ACTIVITY
Your task is to print, exactly and only, the lines from the start of the entries below through the line with "filter:drop-shadow(0 0 1px". Include both ends, but skip the pictures.

##### DATA FOR REVIEW

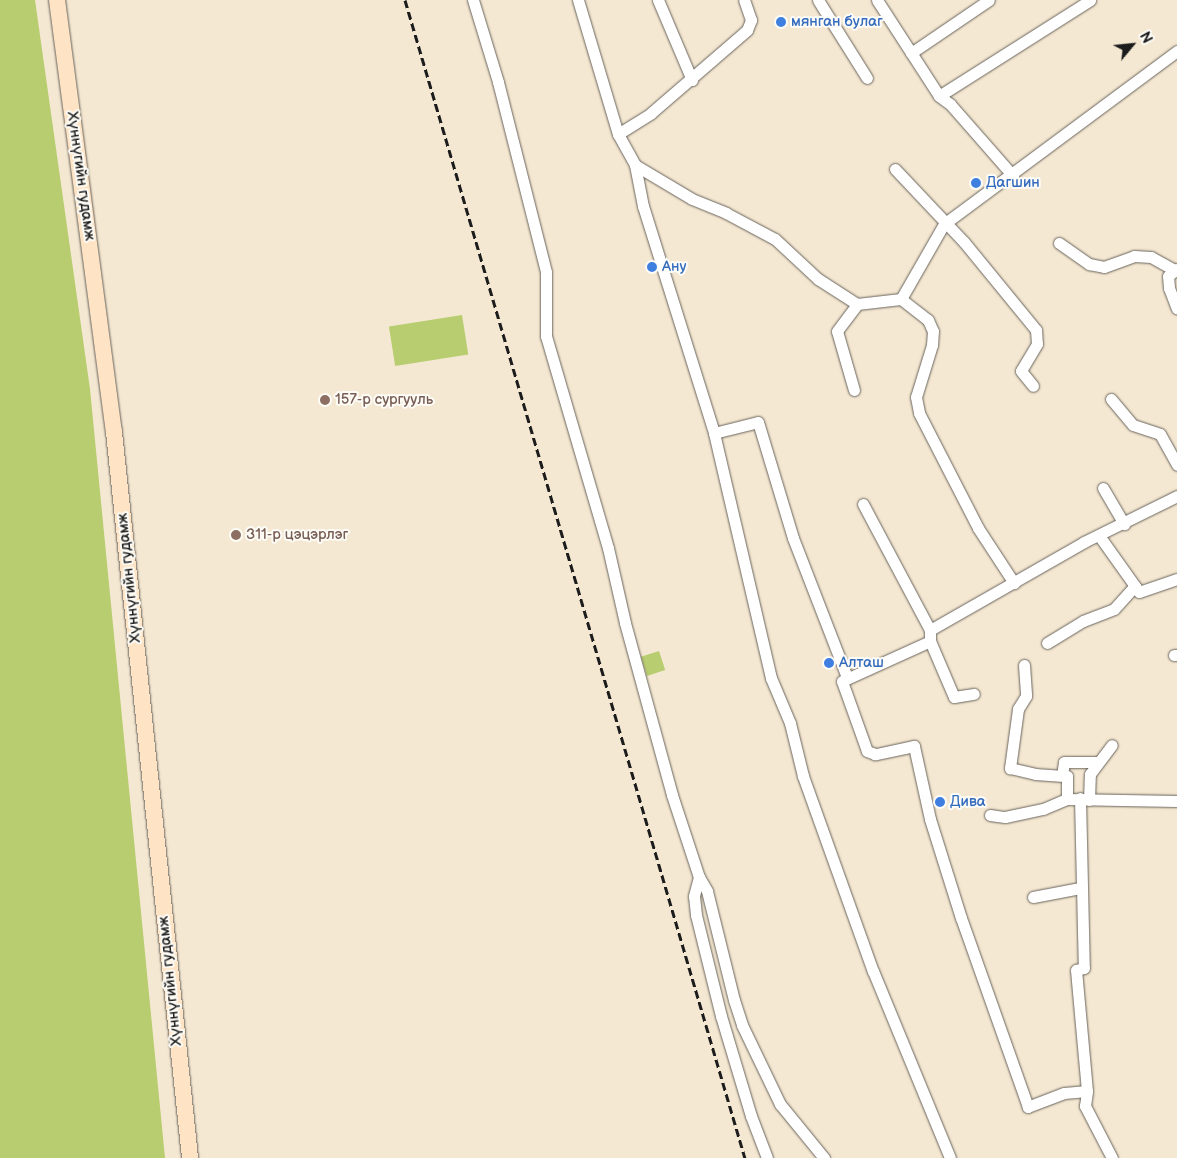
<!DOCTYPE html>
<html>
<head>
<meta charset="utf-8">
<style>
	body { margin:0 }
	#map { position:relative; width:1177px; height:1158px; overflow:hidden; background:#f5e8d2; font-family:"Balsamiq Sans",sans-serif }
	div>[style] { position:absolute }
	.green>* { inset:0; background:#b8cd70; transform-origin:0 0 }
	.roads { filter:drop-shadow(0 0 1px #68635c) drop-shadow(0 0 1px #68635c) }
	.minor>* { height:11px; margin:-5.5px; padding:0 5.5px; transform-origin:5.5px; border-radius:5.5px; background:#fff }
	.secondary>* { height:16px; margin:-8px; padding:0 8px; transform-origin:8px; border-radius:8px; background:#fee4c5 }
	.rail>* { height:3px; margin-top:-1.5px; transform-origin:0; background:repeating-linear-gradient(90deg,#1c1c1c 0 8px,transparent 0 12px) }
	.dots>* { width:14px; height:14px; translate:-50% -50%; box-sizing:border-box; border:2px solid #fdfcf7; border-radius:50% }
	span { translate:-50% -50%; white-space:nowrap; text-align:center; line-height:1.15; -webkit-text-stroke:4px #fdfcf7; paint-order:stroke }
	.shop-label { font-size:15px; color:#366cbe }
	.left { translate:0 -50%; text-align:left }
	.street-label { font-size:15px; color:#1c1c1c }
	.education-label { font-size:15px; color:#785e54 }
	.north { position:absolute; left:1107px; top:20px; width:50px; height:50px; -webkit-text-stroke:4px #fdfcf7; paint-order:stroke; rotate:62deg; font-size:14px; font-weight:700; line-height:20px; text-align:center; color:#1c1c1c }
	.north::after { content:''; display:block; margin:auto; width:18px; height:22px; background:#1c1c1c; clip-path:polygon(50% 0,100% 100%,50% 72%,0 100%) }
</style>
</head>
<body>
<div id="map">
	<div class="green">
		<div style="clip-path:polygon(0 0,35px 0,90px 389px,165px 1158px,0 1158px)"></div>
		<div style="left:462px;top:315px;width:40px;height:74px;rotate:81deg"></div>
		<div style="left:659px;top:651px;width:20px;height:19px;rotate:72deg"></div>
	</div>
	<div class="roads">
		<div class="minor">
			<div style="left:473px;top:0;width:86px;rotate:73deg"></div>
			<div style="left:498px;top:82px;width:196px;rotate:75.8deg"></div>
			<div style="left:546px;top:272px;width:64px;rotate:90deg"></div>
			<div style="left:546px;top:336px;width:221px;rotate:73.7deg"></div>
			<div style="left:608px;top:548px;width:77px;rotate:77.2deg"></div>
			<div style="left:625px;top:623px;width:178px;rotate:74.7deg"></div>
			<div style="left:672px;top:795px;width:86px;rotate:71.8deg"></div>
			<div style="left:699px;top:877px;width:16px;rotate:60deg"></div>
			<div style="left:707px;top:891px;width:112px;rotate:76.1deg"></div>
			<div style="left:734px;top:1000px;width:26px;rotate:72deg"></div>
			<div style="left:742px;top:1025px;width:88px;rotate:64.3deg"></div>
			<div style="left:780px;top:1104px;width:70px;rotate:50.8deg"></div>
			<div style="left:578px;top:0;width:140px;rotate:73.4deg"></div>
			<div style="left:618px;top:134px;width:35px;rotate:61deg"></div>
			<div style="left:635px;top:165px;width:42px;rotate:79deg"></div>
			<div style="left:643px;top:206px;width:238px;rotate:72.6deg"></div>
			<div style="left:714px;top:433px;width:252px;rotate:76.9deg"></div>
			<div style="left:771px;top:678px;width:49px;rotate:67.1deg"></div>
			<div style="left:790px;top:723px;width:55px;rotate:76.2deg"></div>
			<div style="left:803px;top:776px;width:207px;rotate:70.3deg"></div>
			<div style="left:873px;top:971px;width:202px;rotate:67.6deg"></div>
			<div style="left:658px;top:0;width:87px;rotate:67deg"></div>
			<div style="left:818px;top:0;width:92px;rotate:57.9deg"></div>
			<div style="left:877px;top:0;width:114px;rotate:57.1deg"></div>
			<div style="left:939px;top:96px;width:14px;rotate:36deg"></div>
			<div style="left:950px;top:104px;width:96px;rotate:48.8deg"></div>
			<div style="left:911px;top:53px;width:94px;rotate:-34.2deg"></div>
			<div style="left:939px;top:96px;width:179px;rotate:-32.4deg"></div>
			<div style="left:618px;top:134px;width:39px;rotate:-32deg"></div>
			<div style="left:651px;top:113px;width:127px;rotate:-40.8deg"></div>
			<div style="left:747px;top:30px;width:11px;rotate:-68deg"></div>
			<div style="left:751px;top:20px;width:21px;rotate:-109deg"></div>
			<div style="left:635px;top:165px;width:66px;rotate:30.8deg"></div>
			<div style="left:692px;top:199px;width:37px;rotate:22deg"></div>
			<div style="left:726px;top:213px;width:55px;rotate:28deg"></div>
			<div style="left:775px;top:239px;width:59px;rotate:42.9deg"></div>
			<div style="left:818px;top:279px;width:46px;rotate:32.7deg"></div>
			<div style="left:857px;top:304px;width:44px;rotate:-6.5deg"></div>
			<div style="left:901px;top:299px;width:86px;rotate:-60.2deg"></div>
			<div style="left:944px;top:224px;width:290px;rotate:-36.6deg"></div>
			<div style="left:895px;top:169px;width:100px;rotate:46.6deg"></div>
			<div style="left:964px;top:242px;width:114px;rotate:50.7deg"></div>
			<div style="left:1036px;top:330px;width:14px;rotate:86deg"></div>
			<div style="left:1037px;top:344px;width:31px;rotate:121deg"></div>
			<div style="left:1021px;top:371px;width:19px;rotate:51deg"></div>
			<div style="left:1059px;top:243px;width:37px;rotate:35deg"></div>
			<div style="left:1089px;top:264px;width:15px;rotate:11deg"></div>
			<div style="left:1104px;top:267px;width:32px;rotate:-20deg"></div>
			<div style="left:1134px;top:256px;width:17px;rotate:3deg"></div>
			<div style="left:1151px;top:257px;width:26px;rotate:29deg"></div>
			<div style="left:1177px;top:269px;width:11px;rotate:142deg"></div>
			<div style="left:1168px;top:276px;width:12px;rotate:85deg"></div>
			<div style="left:1169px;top:288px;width:22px;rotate:69deg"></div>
			<div style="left:901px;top:299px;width:34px;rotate:38deg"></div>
			<div style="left:928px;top:320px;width:12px;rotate:66deg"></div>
			<div style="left:933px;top:331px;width:14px;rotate:94deg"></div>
			<div style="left:932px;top:345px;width:54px;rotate:107.1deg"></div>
			<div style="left:916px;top:397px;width:16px;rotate:79deg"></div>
			<div style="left:919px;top:413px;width:129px;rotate:62.8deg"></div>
			<div style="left:978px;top:528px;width:66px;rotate:56.8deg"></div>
			<div style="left:854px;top:390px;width:61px;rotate:-106.1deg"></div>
			<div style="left:837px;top:331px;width:34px;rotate:-53deg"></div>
			<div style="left:1111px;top:399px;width:34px;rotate:50deg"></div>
			<div style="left:1133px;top:425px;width:28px;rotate:18deg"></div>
			<div style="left:1160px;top:434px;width:35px;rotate:61deg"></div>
			<div style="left:714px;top:433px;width:45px;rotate:-14deg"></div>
			<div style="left:758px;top:422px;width:121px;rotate:73.2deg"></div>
			<div style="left:793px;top:538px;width:149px;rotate:68.8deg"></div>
			<div style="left:1103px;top:488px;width:42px;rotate:59.7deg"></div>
			<div style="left:863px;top:504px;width:143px;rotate:62deg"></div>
			<div style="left:1100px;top:537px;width:60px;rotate:54.5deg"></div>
			<div style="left:930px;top:641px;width:61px;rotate:66.8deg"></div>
			<div style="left:954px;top:697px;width:20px;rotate:-9deg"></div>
			<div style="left:1047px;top:643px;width:42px;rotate:-31.4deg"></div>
			<div style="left:1083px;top:621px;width:33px;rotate:-21deg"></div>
			<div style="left:1114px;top:609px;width:31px;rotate:-48deg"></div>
			<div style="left:1135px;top:586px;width:7px;rotate:56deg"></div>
			<div style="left:1139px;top:592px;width:40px;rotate:-18.9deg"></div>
			<div style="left:1174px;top:655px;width:3px"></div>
			<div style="left:1024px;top:665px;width:31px;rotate:86deg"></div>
			<div style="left:1026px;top:696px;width:15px;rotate:122deg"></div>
			<div style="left:1018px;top:709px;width:60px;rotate:97.7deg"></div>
			<div style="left:1010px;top:768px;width:26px;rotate:13deg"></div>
			<div style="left:1035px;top:774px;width:32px;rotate:4deg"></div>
			<div style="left:1067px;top:776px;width:23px;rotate:90deg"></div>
			<div style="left:1067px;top:799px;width:110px;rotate:1deg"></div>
			<div style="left:1062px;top:775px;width:13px;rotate:-81deg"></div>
			<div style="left:1064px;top:762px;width:34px"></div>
			<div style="left:1080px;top:798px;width:170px;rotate:88.7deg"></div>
			<div style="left:1084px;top:968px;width:8px;rotate:166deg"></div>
			<div style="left:1076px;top:970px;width:121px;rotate:84.8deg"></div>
			<div style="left:1089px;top:800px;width:26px;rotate:-88deg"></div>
			<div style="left:1090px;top:774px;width:36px;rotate:-53deg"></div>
			<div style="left:990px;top:815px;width:15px;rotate:8deg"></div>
			<div style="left:1005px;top:817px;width:39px;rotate:-12deg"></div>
			<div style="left:1043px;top:809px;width:26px;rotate:-23deg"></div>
			<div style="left:699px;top:877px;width:20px;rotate:105deg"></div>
			<div style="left:694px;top:896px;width:19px;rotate:84deg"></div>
			<div style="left:696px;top:915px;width:104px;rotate:76.1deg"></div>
			<div style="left:721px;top:1016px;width:104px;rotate:73.3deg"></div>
			<div style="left:751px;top:1116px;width:45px;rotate:69.1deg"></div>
			<div style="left:1033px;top:897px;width:48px;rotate:-10.8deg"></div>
			<div style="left:1112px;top:1158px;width:59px;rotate:-117.4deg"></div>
			<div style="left:1085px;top:1106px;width:15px;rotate:-82deg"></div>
			<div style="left:1087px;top:1091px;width:23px;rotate:175deg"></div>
			<div style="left:1064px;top:1093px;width:39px;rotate:159deg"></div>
			<div style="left:1028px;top:1107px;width:201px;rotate:-109.5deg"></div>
			<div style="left:961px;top:918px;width:104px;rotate:-107.4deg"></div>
			<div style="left:930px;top:819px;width:75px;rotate:-102.4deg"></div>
			<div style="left:914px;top:746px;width:40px;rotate:168deg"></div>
			<div style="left:875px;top:754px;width:9px;rotate:-159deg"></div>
			<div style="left:867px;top:751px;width:74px;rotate:-109.7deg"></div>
			<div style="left:842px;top:681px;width:97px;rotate:-24.4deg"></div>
			<div style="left:930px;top:641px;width:11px;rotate:-90deg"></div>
			<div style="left:930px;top:630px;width:177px;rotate:-29.7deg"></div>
			<div style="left:1084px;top:542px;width:104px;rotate:-26.3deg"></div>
		</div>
		<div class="secondary">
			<div style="left:57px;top:0;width:436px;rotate:82.5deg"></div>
			<div style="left:114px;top:432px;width:730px;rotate:84.02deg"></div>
		</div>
	</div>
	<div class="rail">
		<div style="left:405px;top:0;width:1207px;rotate:73.64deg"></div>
	</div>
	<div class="dots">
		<div style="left:781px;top:22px;background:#3f7fe0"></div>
		<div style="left:976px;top:183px;background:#3f7fe0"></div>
		<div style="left:652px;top:267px;background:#3f7fe0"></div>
		<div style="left:325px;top:400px;background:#8d6e63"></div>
		<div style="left:236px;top:535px;background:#8d6e63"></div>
		<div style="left:829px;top:663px;background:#3f7fe0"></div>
		<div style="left:940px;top:802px;background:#3f7fe0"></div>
	</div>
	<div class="shop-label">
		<span class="left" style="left:791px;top:22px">мянган булаг</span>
		<span class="left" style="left:986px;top:183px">Дагшин</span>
		<span class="left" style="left:662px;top:267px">Ану</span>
		<span class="left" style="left:839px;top:663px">Алташ</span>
		<span class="left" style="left:950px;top:802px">Дива</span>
	</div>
	<div class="street-label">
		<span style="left:81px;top:176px;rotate:82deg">Хүннүгийн гудамж</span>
		<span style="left:129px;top:578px;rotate:-96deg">Хүннүгийн гудамж</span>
		<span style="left:170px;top:981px;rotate:-96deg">Хүннүгийн гудамж</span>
	</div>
	<div class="education-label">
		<span class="left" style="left:335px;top:400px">157-р сургууль</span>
		<span class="left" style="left:246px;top:535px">311-р цэцэрлэг</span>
	</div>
	<div class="north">N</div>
</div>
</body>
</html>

##########

RESPONSE AREA
<!DOCTYPE html>
<html>
<head>
<meta charset="utf-8">
<style>
	body { margin:0 }
	#map { position:relative; width:1177px; height:1158px; overflow:hidden; background:#f5e8d2; font-family:"Balsamiq Sans",sans-serif }
	div>[style] { position:absolute }
	.green>* { inset:0; background:#b8cd70; transform-origin:0 0 }
	.roads { filter:drop-shadow(0 0 1px #68635c) drop-shadow(0 0 1px #68635c) }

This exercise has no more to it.